Listening to Toni Weisskopf deliver her keynote address and analyze Margaritaville for the story was a small epiphany moment for story-building. I have ideas, now. Constructing stories is, as she points out, a matter of twinning plot, and theme. Message doesn't come into it. I'm paraphrasing, as she was talking faster than I could write, but it went something like this: the urge to write is universal, creating a narrative is something everyone does. But you should only write science fiction is you must. It's hard, and you should only do it if you want to change the world. Larry Correia things fun adventure stories won't change the world, but he's wrong.
We hold these truths to be self-evident:
Humanity is worth saving
One planet is not enough for humans
Experiments and efforts to reach space are not a waste of money, but useful for life on earth, and reaching beyond it.
The government is incapable of reaching out to the stars, private endeavours will be the ones to drive that movement.
We write and publish to persuade others toward that goal of reaching out to the stars.
Science Fiction stories further that persuasion and expansion of imagination.

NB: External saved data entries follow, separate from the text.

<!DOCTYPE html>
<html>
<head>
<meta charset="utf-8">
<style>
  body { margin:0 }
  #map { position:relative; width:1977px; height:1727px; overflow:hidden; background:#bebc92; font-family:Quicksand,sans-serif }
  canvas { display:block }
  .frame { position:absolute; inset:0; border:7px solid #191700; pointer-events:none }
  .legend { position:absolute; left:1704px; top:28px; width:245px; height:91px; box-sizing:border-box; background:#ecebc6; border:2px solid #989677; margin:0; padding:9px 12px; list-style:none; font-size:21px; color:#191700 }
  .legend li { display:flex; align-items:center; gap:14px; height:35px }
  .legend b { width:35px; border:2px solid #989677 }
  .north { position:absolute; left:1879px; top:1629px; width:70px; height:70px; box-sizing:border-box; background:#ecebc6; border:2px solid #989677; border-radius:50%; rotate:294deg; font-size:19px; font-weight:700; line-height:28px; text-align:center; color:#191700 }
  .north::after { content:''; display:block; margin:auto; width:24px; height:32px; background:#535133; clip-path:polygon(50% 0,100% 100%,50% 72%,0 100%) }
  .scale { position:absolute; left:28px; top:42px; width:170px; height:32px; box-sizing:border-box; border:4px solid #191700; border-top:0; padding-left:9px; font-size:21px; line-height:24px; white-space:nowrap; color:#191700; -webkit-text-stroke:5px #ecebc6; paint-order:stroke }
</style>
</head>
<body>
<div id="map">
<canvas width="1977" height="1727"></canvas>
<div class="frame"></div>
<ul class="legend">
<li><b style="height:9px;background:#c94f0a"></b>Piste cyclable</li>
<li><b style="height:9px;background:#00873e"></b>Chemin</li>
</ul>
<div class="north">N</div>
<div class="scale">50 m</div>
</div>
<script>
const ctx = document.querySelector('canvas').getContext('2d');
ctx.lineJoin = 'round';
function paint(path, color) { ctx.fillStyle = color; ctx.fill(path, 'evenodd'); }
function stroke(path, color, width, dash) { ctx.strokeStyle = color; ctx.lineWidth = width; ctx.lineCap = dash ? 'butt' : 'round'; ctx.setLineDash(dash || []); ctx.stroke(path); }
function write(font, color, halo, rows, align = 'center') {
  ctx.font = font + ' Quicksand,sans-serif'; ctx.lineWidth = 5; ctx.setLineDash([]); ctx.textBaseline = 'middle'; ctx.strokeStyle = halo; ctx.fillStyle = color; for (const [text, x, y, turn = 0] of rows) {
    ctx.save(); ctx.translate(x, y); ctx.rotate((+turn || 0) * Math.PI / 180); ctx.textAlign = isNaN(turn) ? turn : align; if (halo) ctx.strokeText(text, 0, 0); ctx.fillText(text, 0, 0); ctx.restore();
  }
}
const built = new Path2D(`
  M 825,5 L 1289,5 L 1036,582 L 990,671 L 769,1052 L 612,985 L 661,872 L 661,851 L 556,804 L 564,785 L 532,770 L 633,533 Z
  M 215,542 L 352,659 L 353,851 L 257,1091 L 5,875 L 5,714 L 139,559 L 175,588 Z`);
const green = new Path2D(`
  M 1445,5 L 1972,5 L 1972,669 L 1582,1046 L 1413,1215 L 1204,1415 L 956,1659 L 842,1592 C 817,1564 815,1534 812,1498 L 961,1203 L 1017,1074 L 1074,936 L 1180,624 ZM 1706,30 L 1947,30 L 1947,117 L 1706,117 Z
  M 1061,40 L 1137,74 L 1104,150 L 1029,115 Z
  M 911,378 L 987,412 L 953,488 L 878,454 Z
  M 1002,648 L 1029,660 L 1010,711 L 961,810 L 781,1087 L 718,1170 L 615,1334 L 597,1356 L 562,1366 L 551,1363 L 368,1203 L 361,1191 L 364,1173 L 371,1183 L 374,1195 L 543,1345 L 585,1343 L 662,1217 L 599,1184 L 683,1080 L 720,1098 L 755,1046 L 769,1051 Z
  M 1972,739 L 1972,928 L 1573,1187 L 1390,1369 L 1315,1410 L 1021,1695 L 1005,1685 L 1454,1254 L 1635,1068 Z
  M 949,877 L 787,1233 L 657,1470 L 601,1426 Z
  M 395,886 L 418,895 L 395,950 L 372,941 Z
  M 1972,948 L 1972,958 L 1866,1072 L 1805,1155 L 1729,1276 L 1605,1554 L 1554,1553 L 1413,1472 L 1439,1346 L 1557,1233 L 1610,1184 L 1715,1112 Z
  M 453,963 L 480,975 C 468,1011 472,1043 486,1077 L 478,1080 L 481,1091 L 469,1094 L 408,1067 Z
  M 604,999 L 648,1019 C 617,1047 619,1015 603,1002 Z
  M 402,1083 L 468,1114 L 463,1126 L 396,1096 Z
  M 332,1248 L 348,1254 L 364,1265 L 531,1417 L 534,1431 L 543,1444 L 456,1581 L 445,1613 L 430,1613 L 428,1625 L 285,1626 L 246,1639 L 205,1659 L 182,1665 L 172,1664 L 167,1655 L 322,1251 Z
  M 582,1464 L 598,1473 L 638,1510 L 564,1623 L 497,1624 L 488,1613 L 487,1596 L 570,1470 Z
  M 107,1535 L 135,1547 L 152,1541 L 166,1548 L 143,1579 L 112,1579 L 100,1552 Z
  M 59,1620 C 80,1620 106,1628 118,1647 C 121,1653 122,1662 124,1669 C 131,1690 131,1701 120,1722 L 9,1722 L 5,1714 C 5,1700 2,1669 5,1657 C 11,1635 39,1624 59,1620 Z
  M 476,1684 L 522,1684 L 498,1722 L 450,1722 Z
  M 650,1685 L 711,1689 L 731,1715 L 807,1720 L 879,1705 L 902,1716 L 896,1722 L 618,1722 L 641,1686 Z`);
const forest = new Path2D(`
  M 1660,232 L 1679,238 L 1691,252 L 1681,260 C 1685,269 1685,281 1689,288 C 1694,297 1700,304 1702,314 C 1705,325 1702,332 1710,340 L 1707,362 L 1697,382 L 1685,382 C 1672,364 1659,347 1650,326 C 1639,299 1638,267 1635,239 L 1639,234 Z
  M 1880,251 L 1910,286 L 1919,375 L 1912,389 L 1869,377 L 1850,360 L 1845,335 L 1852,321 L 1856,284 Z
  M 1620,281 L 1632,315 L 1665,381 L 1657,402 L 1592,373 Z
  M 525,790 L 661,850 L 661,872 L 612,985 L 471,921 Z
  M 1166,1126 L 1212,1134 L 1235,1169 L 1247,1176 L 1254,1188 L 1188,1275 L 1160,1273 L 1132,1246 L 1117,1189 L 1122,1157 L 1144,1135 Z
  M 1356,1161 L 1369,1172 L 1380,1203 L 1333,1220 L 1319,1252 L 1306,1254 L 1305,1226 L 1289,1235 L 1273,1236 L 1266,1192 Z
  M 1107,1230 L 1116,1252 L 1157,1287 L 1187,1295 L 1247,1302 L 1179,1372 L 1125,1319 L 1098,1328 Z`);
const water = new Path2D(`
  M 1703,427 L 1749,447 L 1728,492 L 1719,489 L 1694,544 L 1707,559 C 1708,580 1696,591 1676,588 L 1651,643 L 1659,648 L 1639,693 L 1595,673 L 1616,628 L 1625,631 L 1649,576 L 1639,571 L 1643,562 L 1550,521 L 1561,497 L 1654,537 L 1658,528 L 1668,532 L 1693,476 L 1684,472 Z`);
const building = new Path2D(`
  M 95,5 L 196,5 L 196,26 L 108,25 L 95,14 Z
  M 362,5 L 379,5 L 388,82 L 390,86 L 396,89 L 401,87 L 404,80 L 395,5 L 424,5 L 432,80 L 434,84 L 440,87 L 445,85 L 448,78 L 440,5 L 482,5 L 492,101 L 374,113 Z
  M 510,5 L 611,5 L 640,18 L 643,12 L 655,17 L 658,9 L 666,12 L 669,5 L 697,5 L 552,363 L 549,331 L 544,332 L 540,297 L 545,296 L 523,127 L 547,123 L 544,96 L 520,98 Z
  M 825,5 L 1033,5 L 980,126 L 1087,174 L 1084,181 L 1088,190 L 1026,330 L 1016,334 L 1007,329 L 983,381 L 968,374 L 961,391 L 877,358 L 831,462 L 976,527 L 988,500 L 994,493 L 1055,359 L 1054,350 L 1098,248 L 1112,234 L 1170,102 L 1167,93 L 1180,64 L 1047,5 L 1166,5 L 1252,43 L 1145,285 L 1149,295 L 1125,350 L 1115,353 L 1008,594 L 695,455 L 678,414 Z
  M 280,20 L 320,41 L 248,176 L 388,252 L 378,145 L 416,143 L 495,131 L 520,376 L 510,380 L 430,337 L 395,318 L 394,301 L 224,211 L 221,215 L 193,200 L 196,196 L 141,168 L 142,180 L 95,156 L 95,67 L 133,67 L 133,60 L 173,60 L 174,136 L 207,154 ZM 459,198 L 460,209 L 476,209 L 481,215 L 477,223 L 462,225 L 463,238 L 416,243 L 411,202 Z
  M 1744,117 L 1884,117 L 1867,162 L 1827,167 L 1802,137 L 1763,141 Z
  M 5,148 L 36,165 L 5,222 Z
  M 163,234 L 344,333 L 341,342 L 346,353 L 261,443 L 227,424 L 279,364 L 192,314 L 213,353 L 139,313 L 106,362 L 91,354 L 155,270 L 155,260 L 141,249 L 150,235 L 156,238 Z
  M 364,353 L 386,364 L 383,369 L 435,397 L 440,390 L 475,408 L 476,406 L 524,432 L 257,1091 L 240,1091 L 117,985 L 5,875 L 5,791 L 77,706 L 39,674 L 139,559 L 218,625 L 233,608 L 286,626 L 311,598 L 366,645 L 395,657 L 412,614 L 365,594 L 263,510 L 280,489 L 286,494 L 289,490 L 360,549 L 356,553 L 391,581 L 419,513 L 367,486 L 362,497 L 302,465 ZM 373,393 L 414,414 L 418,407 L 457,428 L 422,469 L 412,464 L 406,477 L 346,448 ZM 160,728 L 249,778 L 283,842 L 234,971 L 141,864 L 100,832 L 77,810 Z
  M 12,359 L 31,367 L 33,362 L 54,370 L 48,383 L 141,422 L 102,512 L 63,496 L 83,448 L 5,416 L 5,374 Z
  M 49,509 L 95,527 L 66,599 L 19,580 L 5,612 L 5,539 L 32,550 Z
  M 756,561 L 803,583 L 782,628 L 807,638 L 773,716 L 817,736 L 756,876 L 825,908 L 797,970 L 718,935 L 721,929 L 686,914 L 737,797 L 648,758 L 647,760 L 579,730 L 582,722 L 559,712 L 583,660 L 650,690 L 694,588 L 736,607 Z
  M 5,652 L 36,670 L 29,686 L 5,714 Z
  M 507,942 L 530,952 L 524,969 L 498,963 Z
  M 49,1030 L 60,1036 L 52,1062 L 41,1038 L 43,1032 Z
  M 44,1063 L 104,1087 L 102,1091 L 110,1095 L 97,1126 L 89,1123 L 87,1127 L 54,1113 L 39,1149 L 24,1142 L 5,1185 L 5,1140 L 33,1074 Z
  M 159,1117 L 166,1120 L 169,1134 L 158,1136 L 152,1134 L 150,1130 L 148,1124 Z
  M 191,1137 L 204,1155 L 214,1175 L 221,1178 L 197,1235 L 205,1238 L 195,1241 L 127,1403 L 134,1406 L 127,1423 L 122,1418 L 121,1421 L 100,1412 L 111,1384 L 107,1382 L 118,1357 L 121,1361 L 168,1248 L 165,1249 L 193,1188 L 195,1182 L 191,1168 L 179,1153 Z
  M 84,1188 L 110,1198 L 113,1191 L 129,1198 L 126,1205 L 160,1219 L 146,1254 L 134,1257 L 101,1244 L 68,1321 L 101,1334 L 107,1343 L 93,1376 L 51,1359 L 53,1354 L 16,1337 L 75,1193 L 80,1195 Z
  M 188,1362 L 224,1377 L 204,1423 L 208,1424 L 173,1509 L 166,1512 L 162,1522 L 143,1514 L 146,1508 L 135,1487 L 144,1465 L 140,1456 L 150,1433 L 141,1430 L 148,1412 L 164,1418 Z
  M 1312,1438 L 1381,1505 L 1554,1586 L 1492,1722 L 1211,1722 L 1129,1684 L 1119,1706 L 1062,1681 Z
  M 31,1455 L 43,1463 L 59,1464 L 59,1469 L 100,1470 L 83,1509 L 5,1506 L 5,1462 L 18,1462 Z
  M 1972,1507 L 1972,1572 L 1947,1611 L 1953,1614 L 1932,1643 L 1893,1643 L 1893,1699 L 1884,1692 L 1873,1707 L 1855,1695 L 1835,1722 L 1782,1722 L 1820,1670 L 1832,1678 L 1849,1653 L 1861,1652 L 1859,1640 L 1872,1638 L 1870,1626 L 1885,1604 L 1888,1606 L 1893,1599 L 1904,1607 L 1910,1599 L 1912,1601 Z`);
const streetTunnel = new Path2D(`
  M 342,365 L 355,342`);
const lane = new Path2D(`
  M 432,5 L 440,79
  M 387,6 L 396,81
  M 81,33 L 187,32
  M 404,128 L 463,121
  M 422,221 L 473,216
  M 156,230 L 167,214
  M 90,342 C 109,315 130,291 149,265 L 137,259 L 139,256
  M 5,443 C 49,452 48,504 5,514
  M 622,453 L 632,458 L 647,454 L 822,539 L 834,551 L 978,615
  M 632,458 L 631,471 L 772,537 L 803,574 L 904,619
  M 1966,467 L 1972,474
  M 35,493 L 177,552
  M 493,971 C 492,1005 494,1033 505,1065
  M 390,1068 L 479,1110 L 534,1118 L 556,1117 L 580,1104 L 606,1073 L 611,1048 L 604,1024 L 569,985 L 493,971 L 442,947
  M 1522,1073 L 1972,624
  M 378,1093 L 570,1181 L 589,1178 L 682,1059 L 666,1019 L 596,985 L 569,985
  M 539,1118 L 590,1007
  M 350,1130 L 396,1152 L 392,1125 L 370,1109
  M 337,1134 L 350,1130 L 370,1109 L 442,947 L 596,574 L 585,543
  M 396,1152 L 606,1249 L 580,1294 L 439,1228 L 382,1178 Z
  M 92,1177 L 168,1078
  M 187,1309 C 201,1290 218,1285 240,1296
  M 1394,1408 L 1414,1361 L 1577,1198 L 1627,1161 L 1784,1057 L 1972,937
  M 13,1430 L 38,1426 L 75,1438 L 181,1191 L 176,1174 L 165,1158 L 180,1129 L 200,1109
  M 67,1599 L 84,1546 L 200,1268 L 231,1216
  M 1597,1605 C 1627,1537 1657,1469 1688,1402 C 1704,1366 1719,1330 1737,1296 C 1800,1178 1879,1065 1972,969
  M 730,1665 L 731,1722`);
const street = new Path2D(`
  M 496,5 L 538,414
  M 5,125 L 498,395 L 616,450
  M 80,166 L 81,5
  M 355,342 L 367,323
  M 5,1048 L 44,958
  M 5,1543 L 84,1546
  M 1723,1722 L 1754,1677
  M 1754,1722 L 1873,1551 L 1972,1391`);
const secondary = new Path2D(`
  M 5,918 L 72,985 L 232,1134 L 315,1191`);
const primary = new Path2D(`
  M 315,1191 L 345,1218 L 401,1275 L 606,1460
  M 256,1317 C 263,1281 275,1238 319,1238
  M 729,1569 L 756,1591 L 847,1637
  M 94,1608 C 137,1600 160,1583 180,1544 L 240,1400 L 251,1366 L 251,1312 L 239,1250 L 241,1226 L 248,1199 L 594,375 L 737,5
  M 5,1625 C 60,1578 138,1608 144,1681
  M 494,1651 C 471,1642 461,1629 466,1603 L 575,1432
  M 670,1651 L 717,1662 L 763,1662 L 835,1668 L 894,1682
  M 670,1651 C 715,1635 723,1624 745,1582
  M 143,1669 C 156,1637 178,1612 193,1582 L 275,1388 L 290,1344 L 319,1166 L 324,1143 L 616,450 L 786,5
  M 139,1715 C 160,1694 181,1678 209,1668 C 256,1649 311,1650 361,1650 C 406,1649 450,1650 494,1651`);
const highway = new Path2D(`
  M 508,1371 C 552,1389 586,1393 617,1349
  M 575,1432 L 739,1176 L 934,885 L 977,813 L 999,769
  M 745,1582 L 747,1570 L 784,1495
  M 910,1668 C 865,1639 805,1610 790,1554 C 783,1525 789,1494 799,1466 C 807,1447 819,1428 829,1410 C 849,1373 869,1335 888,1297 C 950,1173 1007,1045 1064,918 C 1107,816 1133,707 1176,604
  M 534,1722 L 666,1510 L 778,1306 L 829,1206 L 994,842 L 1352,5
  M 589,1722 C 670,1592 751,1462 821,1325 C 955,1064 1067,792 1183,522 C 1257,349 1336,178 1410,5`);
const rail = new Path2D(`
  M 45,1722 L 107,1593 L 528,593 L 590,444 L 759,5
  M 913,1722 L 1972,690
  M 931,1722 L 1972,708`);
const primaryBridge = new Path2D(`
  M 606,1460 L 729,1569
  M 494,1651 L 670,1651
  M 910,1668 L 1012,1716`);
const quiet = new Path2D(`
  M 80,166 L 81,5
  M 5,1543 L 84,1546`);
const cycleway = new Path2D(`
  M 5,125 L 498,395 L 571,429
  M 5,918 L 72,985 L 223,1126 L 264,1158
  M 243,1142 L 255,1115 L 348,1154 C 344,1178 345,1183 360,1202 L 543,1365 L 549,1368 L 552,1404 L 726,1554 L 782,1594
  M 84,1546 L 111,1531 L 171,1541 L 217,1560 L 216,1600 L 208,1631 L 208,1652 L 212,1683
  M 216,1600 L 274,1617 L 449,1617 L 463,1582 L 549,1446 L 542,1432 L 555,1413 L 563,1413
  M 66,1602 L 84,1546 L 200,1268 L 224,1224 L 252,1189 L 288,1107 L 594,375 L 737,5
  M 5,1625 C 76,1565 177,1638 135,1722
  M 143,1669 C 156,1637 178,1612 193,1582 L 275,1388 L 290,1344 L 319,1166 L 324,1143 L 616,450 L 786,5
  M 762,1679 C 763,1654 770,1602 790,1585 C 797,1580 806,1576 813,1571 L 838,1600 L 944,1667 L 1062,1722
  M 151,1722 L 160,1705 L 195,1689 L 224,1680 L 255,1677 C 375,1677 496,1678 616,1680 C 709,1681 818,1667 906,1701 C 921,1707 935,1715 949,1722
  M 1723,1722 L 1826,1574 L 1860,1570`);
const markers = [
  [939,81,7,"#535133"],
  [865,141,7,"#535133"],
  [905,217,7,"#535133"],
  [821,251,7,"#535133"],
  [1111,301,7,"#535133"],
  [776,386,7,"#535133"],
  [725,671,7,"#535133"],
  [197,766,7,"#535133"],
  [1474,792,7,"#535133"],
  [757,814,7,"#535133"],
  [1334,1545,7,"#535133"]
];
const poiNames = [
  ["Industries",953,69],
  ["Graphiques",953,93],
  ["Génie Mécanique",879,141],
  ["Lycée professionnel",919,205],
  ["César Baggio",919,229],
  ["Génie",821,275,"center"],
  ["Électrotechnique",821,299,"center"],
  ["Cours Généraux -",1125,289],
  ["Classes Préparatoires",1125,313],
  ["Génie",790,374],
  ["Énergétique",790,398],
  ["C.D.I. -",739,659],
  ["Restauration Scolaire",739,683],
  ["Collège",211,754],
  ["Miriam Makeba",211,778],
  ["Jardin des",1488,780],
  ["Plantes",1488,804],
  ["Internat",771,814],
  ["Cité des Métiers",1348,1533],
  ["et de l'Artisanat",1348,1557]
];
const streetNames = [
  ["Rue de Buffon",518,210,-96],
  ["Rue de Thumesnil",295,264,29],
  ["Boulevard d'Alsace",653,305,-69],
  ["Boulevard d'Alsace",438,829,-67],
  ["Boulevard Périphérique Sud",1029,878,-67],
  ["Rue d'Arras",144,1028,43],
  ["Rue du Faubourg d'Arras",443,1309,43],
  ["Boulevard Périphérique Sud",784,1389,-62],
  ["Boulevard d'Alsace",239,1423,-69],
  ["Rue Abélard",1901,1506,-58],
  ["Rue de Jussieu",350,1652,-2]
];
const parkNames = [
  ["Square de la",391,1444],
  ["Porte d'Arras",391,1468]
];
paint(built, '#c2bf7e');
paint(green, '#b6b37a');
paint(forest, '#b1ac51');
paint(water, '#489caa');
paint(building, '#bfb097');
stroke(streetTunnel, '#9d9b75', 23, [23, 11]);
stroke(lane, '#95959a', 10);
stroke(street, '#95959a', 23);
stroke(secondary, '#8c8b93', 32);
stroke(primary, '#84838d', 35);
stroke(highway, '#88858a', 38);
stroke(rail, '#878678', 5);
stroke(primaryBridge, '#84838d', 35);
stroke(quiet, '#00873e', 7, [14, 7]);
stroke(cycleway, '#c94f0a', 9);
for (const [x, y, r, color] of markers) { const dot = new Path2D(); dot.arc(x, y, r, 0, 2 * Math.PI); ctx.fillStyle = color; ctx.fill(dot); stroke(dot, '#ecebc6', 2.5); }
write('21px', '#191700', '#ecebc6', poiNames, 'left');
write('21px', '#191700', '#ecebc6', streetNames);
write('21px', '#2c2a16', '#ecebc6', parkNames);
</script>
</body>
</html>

This is why science fiction needs to be based in hard science, and also why fantasy needs to create the understanding of what it is that heroes do.
This is no way interferes with belief in a higher power - or conversely, requires belief in a higher power. I came away from this symposium inspired, motivated, and dreaming bigger. I'm so glad I went, it was well worth it.
I'm sure I will write more, but for today, I'm out of time.
Toni Weisskopf, publisher at Baen
Guns in Fiction Panel: Julie Frost, Mike Kupari, Larry Correia, Scott Bascom
Gathering some of the Odd clan for a moment.
Jeremy of Dragon's Keep: proud as punch, isn't he?